START Supplied records

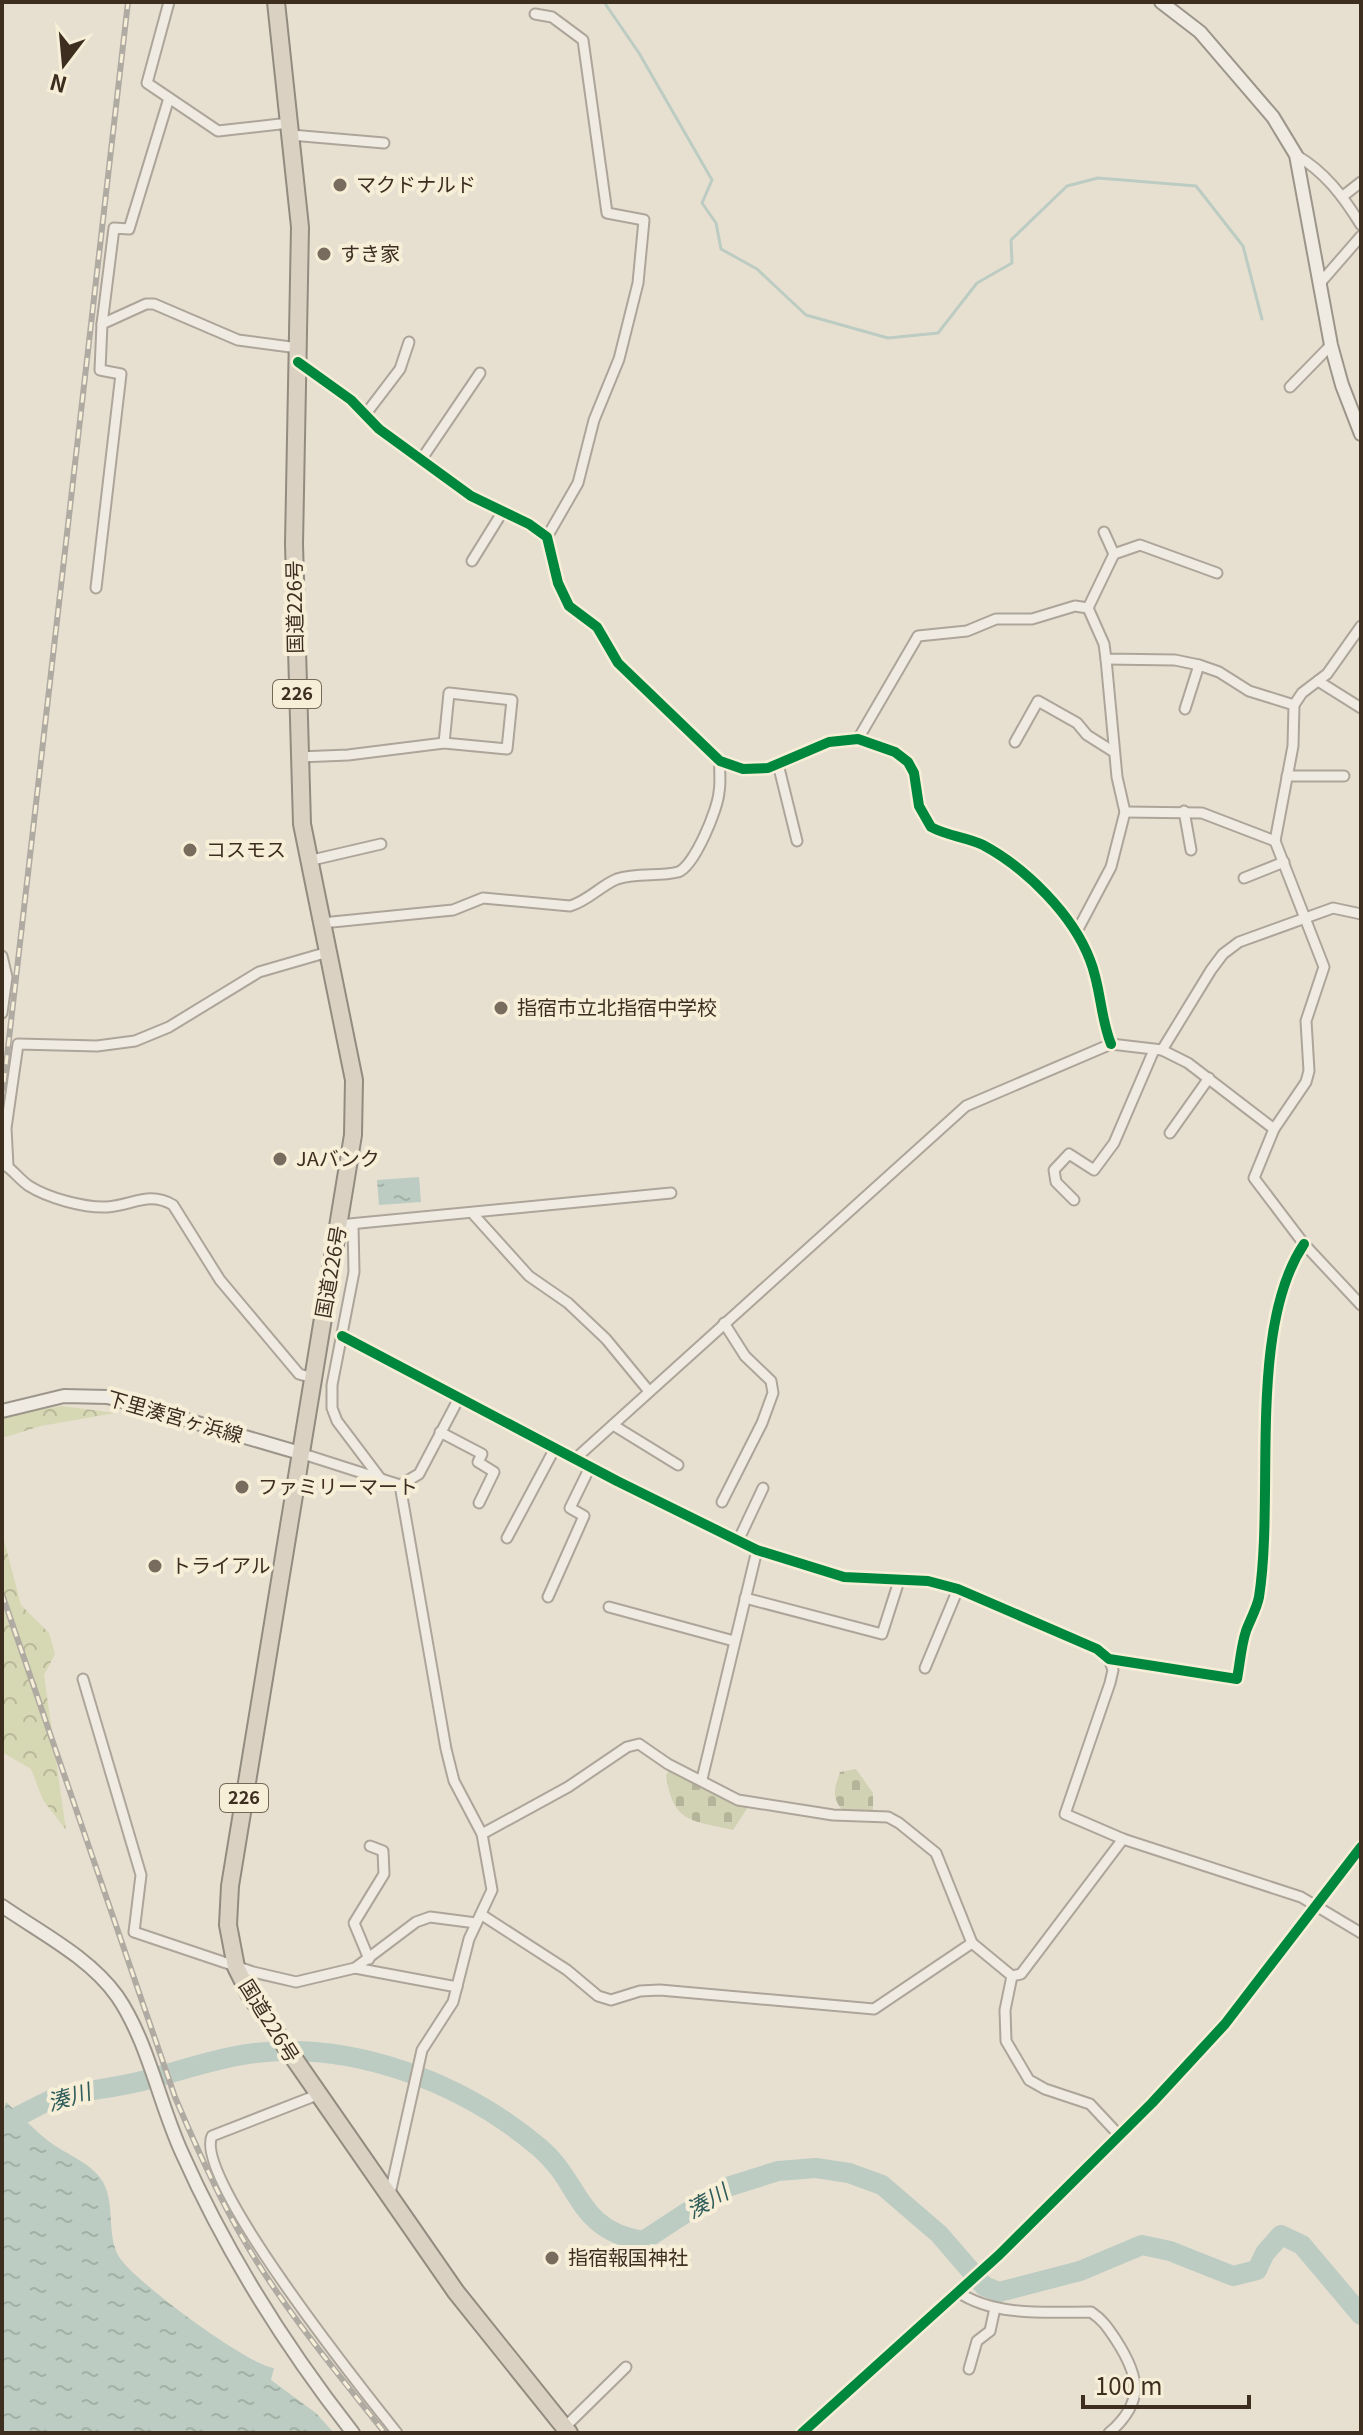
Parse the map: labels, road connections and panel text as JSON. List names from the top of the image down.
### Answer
{
  "streets": {
    "highway": ["国道226号", "226"],
    "street": ["下里湊宮ヶ浜線"]
  },
  "crossings": [
    ["国道226号", "下里湊宮ヶ浜線"]
  ],
  "water": ["湊川"],
  "places": [
    "マクドナルド",
    "すき家",
    "コスモス",
    "指宿市立北指宿中学校",
    "JAバンク",
    "ファミリーマート",
    "トライアル",
    "指宿報国神社"
  ],
  "scale_bar": "100 m",
  "north": "bottom"
}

END Supplied records

Copy all the records above exactly, but leave out the pictures.

Parse the map: labels, road connections and panel text as JSON. List names from the top of the image down.
### Answer
{
  "streets": {
    "highway": ["国道226号", "226"],
    "street": ["下里湊宮ヶ浜線"]
  },
  "crossings": [
    ["国道226号", "下里湊宮ヶ浜線"]
  ],
  "water": ["湊川"],
  "places": [
    "マクドナルド",
    "すき家",
    "コスモス",
    "指宿市立北指宿中学校",
    "JAバンク",
    "ファミリーマート",
    "トライアル",
    "指宿報国神社"
  ],
  "scale_bar": "100 m",
  "north": "bottom"
}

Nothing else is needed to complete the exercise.